Exercise description :: Starting at the top of the entries, restate word for word each line up to and including the one with "0 #6f5841) drop-shadow(-1px".

Dataset records ::
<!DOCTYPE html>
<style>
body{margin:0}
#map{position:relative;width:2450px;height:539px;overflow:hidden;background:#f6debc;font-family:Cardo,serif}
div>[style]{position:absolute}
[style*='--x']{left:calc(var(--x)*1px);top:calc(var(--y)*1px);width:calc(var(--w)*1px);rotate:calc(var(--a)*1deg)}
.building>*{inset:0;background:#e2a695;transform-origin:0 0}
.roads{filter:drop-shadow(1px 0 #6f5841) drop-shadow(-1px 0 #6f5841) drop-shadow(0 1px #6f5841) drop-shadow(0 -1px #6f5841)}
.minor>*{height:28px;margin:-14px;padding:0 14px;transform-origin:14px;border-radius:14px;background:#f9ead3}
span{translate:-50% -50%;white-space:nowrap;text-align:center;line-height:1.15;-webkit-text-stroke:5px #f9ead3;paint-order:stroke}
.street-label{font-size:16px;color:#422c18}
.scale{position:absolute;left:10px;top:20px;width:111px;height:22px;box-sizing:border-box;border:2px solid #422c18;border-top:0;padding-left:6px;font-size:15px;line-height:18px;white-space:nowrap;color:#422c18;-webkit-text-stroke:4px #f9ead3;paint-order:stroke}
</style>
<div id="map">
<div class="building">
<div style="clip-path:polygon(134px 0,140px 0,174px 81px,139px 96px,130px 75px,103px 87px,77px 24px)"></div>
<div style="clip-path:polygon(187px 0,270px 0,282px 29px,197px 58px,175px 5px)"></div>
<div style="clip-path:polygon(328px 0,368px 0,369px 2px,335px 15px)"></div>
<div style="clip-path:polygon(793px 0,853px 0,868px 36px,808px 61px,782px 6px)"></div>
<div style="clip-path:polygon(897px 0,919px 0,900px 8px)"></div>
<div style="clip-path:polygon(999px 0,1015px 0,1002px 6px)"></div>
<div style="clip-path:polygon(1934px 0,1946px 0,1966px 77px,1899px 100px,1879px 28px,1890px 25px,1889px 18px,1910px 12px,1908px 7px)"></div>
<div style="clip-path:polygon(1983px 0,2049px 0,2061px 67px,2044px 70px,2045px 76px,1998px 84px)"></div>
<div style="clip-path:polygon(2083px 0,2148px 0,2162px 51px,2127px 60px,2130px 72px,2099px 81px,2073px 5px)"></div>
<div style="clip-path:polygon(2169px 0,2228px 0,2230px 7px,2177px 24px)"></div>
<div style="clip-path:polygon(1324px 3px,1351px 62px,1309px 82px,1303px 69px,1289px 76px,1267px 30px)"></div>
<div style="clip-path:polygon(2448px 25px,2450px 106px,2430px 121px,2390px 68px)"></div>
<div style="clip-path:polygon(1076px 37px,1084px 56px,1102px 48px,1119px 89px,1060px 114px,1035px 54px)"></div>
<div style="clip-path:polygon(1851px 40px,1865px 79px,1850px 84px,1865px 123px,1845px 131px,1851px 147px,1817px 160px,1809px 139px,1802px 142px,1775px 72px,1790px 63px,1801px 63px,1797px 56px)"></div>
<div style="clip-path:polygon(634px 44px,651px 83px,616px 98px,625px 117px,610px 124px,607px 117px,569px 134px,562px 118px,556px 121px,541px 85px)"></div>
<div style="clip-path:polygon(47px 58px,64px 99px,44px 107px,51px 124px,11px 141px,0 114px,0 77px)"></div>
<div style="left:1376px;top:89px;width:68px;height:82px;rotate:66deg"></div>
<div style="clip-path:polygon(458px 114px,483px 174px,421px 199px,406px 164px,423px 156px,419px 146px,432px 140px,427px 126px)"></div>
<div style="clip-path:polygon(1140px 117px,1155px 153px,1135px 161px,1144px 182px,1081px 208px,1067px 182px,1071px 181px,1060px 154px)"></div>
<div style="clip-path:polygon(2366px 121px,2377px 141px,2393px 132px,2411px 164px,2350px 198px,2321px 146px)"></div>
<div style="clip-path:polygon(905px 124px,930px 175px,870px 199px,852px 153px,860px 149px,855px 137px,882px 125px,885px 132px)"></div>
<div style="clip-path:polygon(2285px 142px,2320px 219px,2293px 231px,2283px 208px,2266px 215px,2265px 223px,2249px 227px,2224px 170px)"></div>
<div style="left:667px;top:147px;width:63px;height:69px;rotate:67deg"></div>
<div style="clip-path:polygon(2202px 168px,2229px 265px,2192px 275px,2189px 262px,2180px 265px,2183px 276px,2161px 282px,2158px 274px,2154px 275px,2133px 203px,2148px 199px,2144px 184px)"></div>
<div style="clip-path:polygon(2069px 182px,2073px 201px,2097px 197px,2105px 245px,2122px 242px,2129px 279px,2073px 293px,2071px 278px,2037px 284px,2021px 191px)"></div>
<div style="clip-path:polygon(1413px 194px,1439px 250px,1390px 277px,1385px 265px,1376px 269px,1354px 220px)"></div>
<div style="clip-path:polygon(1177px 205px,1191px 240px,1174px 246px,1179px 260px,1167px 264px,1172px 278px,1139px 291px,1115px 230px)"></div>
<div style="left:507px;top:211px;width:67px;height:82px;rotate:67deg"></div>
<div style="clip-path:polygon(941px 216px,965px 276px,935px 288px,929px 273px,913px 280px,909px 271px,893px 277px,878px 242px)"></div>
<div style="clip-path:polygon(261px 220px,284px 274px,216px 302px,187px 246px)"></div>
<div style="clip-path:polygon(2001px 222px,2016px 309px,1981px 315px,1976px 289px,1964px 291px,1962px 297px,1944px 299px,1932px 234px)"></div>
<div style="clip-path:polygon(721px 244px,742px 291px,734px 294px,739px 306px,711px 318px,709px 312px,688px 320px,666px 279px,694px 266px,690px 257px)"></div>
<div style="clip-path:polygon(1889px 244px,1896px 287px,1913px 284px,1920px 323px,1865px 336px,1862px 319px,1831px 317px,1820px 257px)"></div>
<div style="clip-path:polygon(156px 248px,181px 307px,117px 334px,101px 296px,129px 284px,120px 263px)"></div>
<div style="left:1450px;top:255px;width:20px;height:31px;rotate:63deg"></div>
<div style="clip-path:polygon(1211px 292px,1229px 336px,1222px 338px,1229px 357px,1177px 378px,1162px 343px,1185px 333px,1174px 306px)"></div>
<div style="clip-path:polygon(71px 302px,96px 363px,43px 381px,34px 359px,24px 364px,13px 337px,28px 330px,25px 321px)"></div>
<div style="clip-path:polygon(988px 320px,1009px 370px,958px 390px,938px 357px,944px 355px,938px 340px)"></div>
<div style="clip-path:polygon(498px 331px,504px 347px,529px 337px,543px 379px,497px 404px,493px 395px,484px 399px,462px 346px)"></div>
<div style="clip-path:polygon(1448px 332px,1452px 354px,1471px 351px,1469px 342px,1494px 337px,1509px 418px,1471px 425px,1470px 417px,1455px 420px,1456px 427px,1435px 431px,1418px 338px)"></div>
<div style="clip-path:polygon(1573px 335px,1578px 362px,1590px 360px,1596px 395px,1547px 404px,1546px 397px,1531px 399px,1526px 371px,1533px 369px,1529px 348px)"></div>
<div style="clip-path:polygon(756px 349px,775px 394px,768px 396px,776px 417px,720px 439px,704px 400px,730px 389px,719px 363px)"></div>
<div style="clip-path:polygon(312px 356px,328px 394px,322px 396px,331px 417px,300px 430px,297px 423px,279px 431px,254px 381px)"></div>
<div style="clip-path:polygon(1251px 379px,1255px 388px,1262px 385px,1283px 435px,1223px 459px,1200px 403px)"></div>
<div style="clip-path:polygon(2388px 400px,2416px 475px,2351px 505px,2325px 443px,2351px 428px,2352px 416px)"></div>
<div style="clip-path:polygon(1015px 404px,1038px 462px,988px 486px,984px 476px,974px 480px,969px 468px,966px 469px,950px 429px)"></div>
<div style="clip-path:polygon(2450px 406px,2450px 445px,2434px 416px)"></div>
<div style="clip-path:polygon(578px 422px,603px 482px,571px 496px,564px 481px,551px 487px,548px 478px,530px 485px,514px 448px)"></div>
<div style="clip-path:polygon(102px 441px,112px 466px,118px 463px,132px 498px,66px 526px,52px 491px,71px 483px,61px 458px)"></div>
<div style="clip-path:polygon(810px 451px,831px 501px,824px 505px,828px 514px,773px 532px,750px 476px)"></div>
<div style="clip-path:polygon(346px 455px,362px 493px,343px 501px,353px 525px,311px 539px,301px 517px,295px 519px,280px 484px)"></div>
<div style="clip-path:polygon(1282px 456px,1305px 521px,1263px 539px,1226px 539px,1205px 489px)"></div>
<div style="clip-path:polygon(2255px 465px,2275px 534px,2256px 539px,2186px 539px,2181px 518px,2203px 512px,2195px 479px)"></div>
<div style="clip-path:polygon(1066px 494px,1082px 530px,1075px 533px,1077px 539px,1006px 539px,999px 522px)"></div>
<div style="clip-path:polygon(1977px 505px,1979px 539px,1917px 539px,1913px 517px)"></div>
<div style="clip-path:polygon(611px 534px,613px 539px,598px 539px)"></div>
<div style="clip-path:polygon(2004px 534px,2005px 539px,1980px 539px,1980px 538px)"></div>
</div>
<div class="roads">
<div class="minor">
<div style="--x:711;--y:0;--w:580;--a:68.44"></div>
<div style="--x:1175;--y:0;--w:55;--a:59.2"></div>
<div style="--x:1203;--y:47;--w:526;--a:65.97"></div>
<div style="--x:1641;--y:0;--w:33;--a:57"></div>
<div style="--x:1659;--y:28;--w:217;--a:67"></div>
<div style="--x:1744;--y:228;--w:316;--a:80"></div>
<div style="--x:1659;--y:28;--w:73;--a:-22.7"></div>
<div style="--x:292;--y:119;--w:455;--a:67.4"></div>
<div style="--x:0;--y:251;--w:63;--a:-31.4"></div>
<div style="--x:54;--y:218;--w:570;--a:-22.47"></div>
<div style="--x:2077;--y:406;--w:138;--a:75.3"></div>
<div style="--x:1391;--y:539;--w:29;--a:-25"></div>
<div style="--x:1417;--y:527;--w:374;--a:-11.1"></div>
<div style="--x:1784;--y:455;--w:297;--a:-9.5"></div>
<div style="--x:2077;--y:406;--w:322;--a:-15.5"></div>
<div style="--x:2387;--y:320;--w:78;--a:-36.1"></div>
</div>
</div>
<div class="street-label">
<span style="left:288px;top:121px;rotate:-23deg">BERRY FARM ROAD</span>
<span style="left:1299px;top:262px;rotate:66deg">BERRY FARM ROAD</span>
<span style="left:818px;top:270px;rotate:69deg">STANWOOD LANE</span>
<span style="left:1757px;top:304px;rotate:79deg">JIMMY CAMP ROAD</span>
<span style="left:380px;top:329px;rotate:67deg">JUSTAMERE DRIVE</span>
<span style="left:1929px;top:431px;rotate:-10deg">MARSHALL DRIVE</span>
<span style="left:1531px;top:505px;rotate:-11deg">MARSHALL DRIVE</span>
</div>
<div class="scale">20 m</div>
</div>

Reply to the exercise ::
<!DOCTYPE html>
<style>
body{margin:0}
#map{position:relative;width:2450px;height:539px;overflow:hidden;background:#f6debc;font-family:Cardo,serif}
div>[style]{position:absolute}
[style*='--x']{left:calc(var(--x)*1px);top:calc(var(--y)*1px);width:calc(var(--w)*1px);rotate:calc(var(--a)*1deg)}
.building>*{inset:0;background:#e2a695;transform-origin:0 0}
.roads{filter:drop-shadow(1px 0 #6f5841) drop-shadow(-1px 0 #6f5841) drop-shadow(0 1px #6f5841) drop-shadow(0 -1px #6f5841)}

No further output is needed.